/---

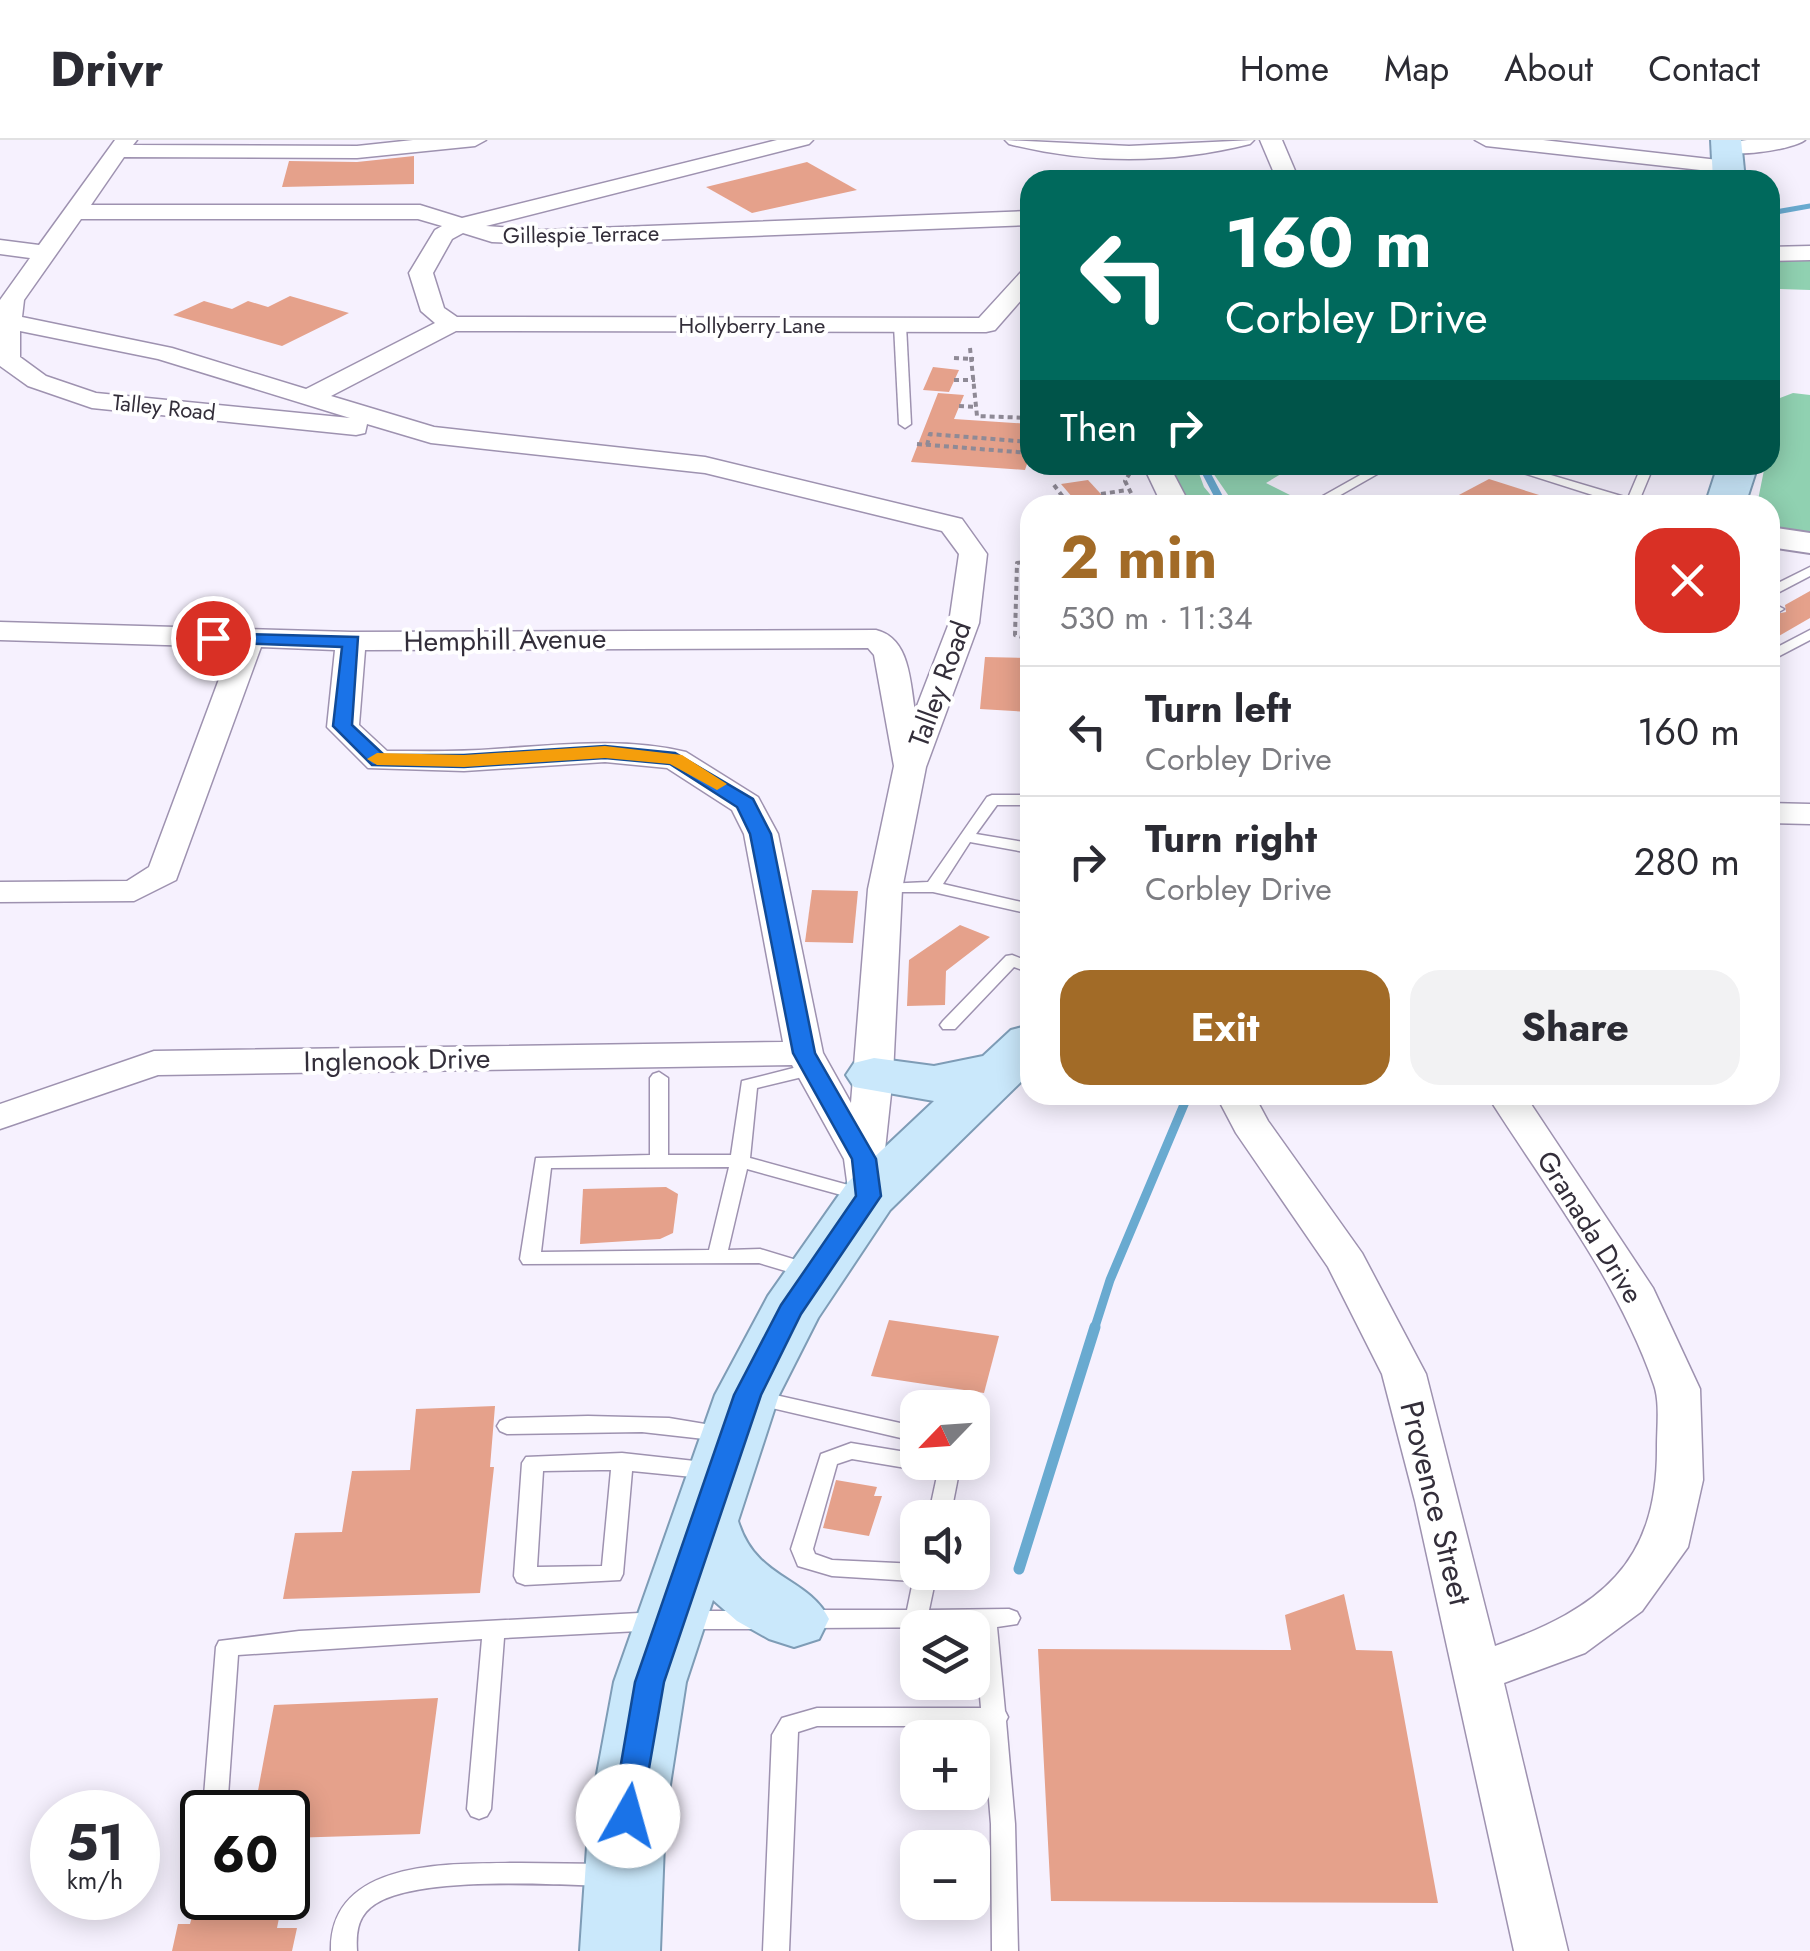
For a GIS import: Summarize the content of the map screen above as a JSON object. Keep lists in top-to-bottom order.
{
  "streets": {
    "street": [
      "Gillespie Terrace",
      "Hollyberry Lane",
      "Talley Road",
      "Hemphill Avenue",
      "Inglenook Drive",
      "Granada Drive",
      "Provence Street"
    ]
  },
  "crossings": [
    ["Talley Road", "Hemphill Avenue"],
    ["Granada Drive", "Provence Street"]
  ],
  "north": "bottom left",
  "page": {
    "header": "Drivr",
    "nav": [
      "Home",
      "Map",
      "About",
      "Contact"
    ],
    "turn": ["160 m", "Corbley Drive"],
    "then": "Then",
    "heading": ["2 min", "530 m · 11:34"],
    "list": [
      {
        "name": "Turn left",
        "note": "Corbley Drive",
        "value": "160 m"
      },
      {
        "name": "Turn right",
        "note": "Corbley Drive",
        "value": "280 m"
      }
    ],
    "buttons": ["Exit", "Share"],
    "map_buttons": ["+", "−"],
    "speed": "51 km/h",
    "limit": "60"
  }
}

\---

### DIRECTIONS FOR THIS TASK
Give every line of the records above again, exactly, and omit the pictures.

### ANSWER BELOW
For a GIS import: Summarize the content of the map screen above as a JSON object. Keep lists in top-to-bottom order.
{
  "streets": {
    "street": [
      "Gillespie Terrace",
      "Hollyberry Lane",
      "Talley Road",
      "Hemphill Avenue",
      "Inglenook Drive",
      "Granada Drive",
      "Provence Street"
    ]
  },
  "crossings": [
    ["Talley Road", "Hemphill Avenue"],
    ["Granada Drive", "Provence Street"]
  ],
  "north": "bottom left",
  "page": {
    "header": "Drivr",
    "nav": [
      "Home",
      "Map",
      "About",
      "Contact"
    ],
    "turn": ["160 m", "Corbley Drive"],
    "then": "Then",
    "heading": ["2 min", "530 m · 11:34"],
    "list": [
      {
        "name": "Turn left",
        "note": "Corbley Drive",
        "value": "160 m"
      },
      {
        "name": "Turn right",
        "note": "Corbley Drive",
        "value": "280 m"
      }
    ],
    "buttons": ["Exit", "Share"],
    "map_buttons": ["+", "−"],
    "speed": "51 km/h",
    "limit": "60"
  }
}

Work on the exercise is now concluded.